Everything from the first line of the material to the line containing "height:6px; margin:-3px; padding:0", inclusive, must be given again exactly; no pictures, and nothing past that line.

(Beginning of Source material)

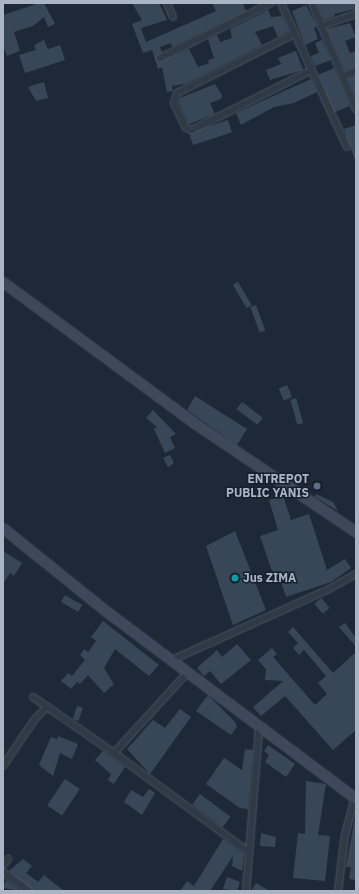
<!DOCTYPE html>
<html>
<head>
<meta charset="utf-8">
<style>
  body { margin:0 }
  #map { position:relative; width:359px; height:894px; overflow:hidden; background:#1d2936; font-family:"IBM Plex Sans",sans-serif }
  div>[style] { position:absolute }
  .building>* { inset:0; background:#384758; transform-origin:0 0 }
  .roads { filter:drop-shadow(0 0 1px #4b5562) drop-shadow(0 0 1px #4b5562) }
  .street>* { height:6px; margin:-3px; padding:0 3px; transform-origin:3px; border-radius:3px; background:#303a47 }
  .secondary>* { height:9px; margin:-4.5px; padding:0 4.5px; transform-origin:4.5px; border-radius:4.5px; background:#3d495a }
  .dots>* { width:11px; height:11px; translate:-50% -50%; box-sizing:border-box; border:2px solid #161f2b; border-radius:50% }
  span { translate:-50% -50%; white-space:nowrap; text-align:center; line-height:1.15; -webkit-text-stroke:3px #161f2b; paint-order:stroke }
  .poi-label { font-size:12px; color:#a9b5c5; font-weight:700 }
  .right { translate:-100% -50%; text-align:right }
  .left { translate:0 -50%; text-align:left }
  .frame { position:absolute; inset:0; border:4px solid #a9b5c5; pointer-events:none }
</style>
</head>
<body>
<div id="map">
  <div class="building">
    <i style="clip-path:polygon(39px 3px,44px 3px,55px 24px,48px 27px,44px 17px,33px 26px,14px 32px,20px 51px,7px 56px,3px 46px,3px 15px)"></i>
    <i style="clip-path:polygon(132px 3px,159px 3px,167px 20px,141px 28px,146px 42px,216px 11px,212px 3px,243px 3px,246px 11px,172px 47px,171px 43px,160px 47px,162px 52px,156px 58px,159px 62px,189px 49px,198px 67px,209px 63px,208px 60px,214px 58px,208px 39px,217px 35px,220px 42px,232px 38px,230px 29px,268px 10px,271px 17px,282px 16px,289px 31px,278px 37px,273px 26px,255px 32px,262px 45px,185px 84px,172px 86px,173px 91px,167px 92px,162px 67px,158px 69px,152px 50px,143px 53px,132px 24px,142px 20px)"></i>
    <i style="clip-path:polygon(354px 3px,355px 9px,334px 14px,335px 16px,324px 20px,317px 4px)"></i>
    <i style="clip-path:polygon(306px 5px,317px 26px,314px 28px,318px 39px,305px 45px,292px 11px)"></i>
    <i style="clip-path:polygon(350px 23px,356px 37px,345px 41px,350px 53px,356px 51px,356px 67px,345px 71px,327px 29px)"></i>
    <i style="clip-path:polygon(44px 40px,48px 49px,60px 45px,65px 60px,25px 73px,19px 55px,36px 50px,34px 45px)"></i>
    <i style="clip-path:polygon(322px 40px,331px 60px,315px 66px,311px 56px,319px 53px,315px 43px)"></i>
    <i style="clip-path:polygon(296px 51px,303px 70px,270px 80px,266px 70px,281px 64px,278px 58px)"></i>
    <i style="left:334px;top:68px;width:41px;height:17px;rotate:67deg"></i>
    <i style="clip-path:polygon(356px 76px,356px 97px,348px 79px)"></i>
    <i style="clip-path:polygon(311px 79px,317px 92px,294px 103px,274px 107px,241px 125px,236px 113px)"></i>
    <i style="clip-path:polygon(44px 82px,48px 98px,36px 101px,28px 87px)"></i>
    <i style="clip-path:polygon(215px 84px,222px 95px,221px 99px,210px 103px,215px 114px,189px 124px,179px 102px,180px 98px)"></i>
    <i style="left:228px;top:120px;width:13px;height:41px;rotate:72deg"></i>
    <i style="clip-path:polygon(356px 125px,356px 160px,355px 160px,344px 129px)"></i>
    <i style="left:238px;top:282px;width:27px;height:6px;rotate:59deg"></i>
    <i style="left:256px;top:305px;width:27px;height:6px;rotate:70deg"></i>
    <i style="left:287px;top:385px;width:13px;height:9px;rotate:67deg"></i>
    <i style="clip-path:polygon(195px 396px,247px 429px,237px 445px,187px 410px)"></i>
    <i style="left:296px;top:398px;width:26px;height:6px;rotate:74deg"></i>
    <i style="left:242px;top:402px;width:26px;height:9px;rotate:37deg"></i>
    <i style="clip-path:polygon(153px 410px,176px 434px,170px 437px,175px 448px,165px 453px,154px 429px,157px 427px,146px 418px)"></i>
    <i style="clip-path:polygon(170px 455px,174px 463px,168px 467px,163px 458px)"></i>
    <i style="clip-path:polygon(316px 494px,333px 502px,338px 511px,315px 497px)"></i>
    <i style="clip-path:polygon(283px 496px,291px 520px,309px 514px,327px 570px,345px 559px,351px 568px,331px 582px,286px 597px,280px 579px,275px 580px,260px 536px,278px 530px,269px 500px)"></i>
    <i style="clip-path:polygon(235px 531px,266px 610px,233px 625px,206px 546px)"></i>
    <i style="clip-path:polygon(3px 551px,22px 563px,14px 576px,10px 573px,3px 584px)"></i>
    <i style="left:65px;top:595px;width:20px;height:8px;rotate:30deg"></i>
    <i style="left:321px;top:598px;width:13px;height:9px;rotate:48deg"></i>
    <i style="clip-path:polygon(103px 621px,159px 665px,149px 676px,115px 649px,104px 668px,114px 684px,104px 693px,88px 675px,80px 684px,77px 682px,71px 689px,61px 681px,68px 673px,72px 676px,85px 660px,80px 655px,84px 649px,88px 652px,96px 641px,91px 637px)"></i>
    <i style="clip-path:polygon(345px 623px,356px 638px,356px 647px,339px 627px)"></i>
    <i style="clip-path:polygon(293px 627px,333px 673px,356px 652px,356px 730px,333px 750px,285px 696px,261px 716px,253px 707px,283px 681px,265px 680px,266px 669px,258px 660px,272px 648px,277px 654px,273px 657px,315px 705px,327px 694px,318px 683px,326px 676px,304px 650px,299px 655px,293px 648px,298px 643px,288px 632px)"></i>
    <i style="clip-path:polygon(237px 644px,251px 660px,221px 684px,210px 671px,204px 676px,197px 668px,217px 650px,222px 657px)"></i>
    <i style="clip-path:polygon(208px 695px,235px 722px,237px 727px,231px 735px,196px 711px)"></i>
    <i style="left:77px;top:706px;width:6px;height:14px;rotate:18deg"></i>
    <i style="clip-path:polygon(180px 709px,191px 717px,150px 774px,127px 749px,153px 720px,165px 728px)"></i>
    <i style="clip-path:polygon(58px 736px,78px 744px,72px 759px,60px 753px,53px 776px,39px 765px,51px 737px,57px 739px)"></i>
    <i style="clip-path:polygon(268px 745px,295px 764px,286px 777px,265px 762px,269px 755px,264px 751px)"></i>
    <i style="clip-path:polygon(245px 749px,253px 750px,248px 809px,240px 808px,206px 784px,224px 758px,242px 770px)"></i>
    <i style="clip-path:polygon(103px 751px,125px 767px,114px 784px,108px 780px,111px 774px,95px 760px)"></i>
    <i style="left:65px;top:779px;width:18px;height:32px;rotate:34deg"></i>
    <i style="clip-path:polygon(306px 781px,326px 784px,318px 835px,330px 836px,325px 881px,293px 878px,298px 833px,305px 834px)"></i>
    <i style="clip-path:polygon(149px 789px,155px 793px,142px 815px,124px 802px,131px 790px,143px 797px)"></i>
    <i style="left:200px;top:794px;width:38px;height:13px;rotate:37deg"></i>
    <i style="clip-path:polygon(356px 812px,356px 880px,349px 879px,351px 867px,346px 867px)"></i>
    <i style="clip-path:polygon(261px 833px,276px 837px,275px 847px,260px 846px)"></i>
    <i style="clip-path:polygon(223px 839px,244px 854px,242px 871px,232px 866px,233px 856px,210px 891px,180px 891px,187px 881px,194px 886px)"></i>
    <i style="clip-path:polygon(23px 859px,32px 866px,26px 873px,38px 882px,44px 875px,64px 891px,33px 891px,9px 871px)"></i>
    <i style="clip-path:polygon(227px 877px,240px 882px,237px 891px,223px 889px)"></i>
    <i style="clip-path:polygon(6px 880px,21px 891px,3px 888px)"></i>
    <i style="clip-path:polygon(256px 883px,270px 891px,251px 891px)"></i>
  </div>
  <div class="roads">
    <div class="street">
      <i style="left:167px;top:3px;width:15px;rotate:67deg"></i>
      <i style="left:281px;top:3px;width:158px;rotate:65.4deg"></i>
      <i style="left:312px;top:3px;width:115px;rotate:67.5deg"></i>
      <i style="left:321px;top:26px;width:37px;rotate:-19deg"></i>
      <i style="left:294px;top:34px;width:131px;rotate:153.2deg"></i>
      <i style="left:177px;top:93px;width:10px;rotate:107deg"></i>
      <i style="left:174px;top:103px;width:28px;rotate:64deg"></i>
      <i style="left:186px;top:128px;width:6px;rotate:18deg"></i>
      <i style="left:192px;top:130px;width:132px;rotate:-26.6deg"></i>
      <i style="left:160px;top:58px;width:124px;rotate:-26.4deg"></i>
      <i style="left:342px;top:77px;width:15px;rotate:-23deg"></i>
      <i style="left:172px;top:660px;width:172px;rotate:-24.3deg"></i>
      <i style="left:329px;top:589px;width:31px;rotate:-29deg"></i>
      <i style="left:33px;top:697px;width:98px;rotate:34.7deg"></i>
      <i style="left:114px;top:753px;width:110px;rotate:-47.6deg"></i>
      <i style="left:114px;top:753px;width:167px;rotate:36.3deg"></i>
      <i style="left:3px;top:766px;width:57px;rotate:-55.8deg"></i>
      <i style="left:35px;top:719px;width:17px;rotate:-45deg"></i>
      <i style="left:3px;top:865px;width:8px;rotate:-50deg"></i>
      <i style="left:3px;top:872px;width:32px;rotate:36deg"></i>
      <i style="left:246px;top:891px;width:164px;rotate:-85.4deg"></i>
      <i style="left:338px;top:891px;width:56px;rotate:-82.9deg"></i>
      <i style="left:345px;top:835px;width:38px;rotate:-75deg"></i>
    </div>
    <div class="secondary">
      <i style="left:3px;top:282px;width:236px;rotate:36.4deg"></i>
      <i style="left:193px;top:422px;width:197px;rotate:34deg"></i>
      <i style="left:3px;top:528px;width:132px;rotate:38.9deg"></i>
      <i style="left:106px;top:611px;width:313px;rotate:36.9deg"></i>
    </div>
  </div>
  <div class="dots">
    <i style="left:317px;top:486px;background:#5c6f8a"></i>
    <i style="left:235px;top:578px;background:#0f9aa8"></i>
  </div>
  <div class="poi-label">
    <span class="right" style="left:309px;top:486px">ENTREPOT<br>PUBLIC YANIS</span>
    <span class="left" style="left:243px;top:578px">Jus ZIMA</span>
  </div>
  <div class="frame"></div>
</div>
</body>
</html>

(End of Source material)

> _Your solution_
<!DOCTYPE html>
<html>
<head>
<meta charset="utf-8">
<style>
  body { margin:0 }
  #map { position:relative; width:359px; height:894px; overflow:hidden; background:#1d2936; font-family:"IBM Plex Sans",sans-serif }
  div>[style] { position:absolute }
  .building>* { inset:0; background:#384758; transform-origin:0 0 }
  .roads { filter:drop-shadow(0 0 1px #4b5562) drop-shadow(0 0 1px #4b5562) }
  .street>* { height:6px; margin:-3px; padding:0 3px; transform-origin:3px; border-radius:3px; background:#303a47 }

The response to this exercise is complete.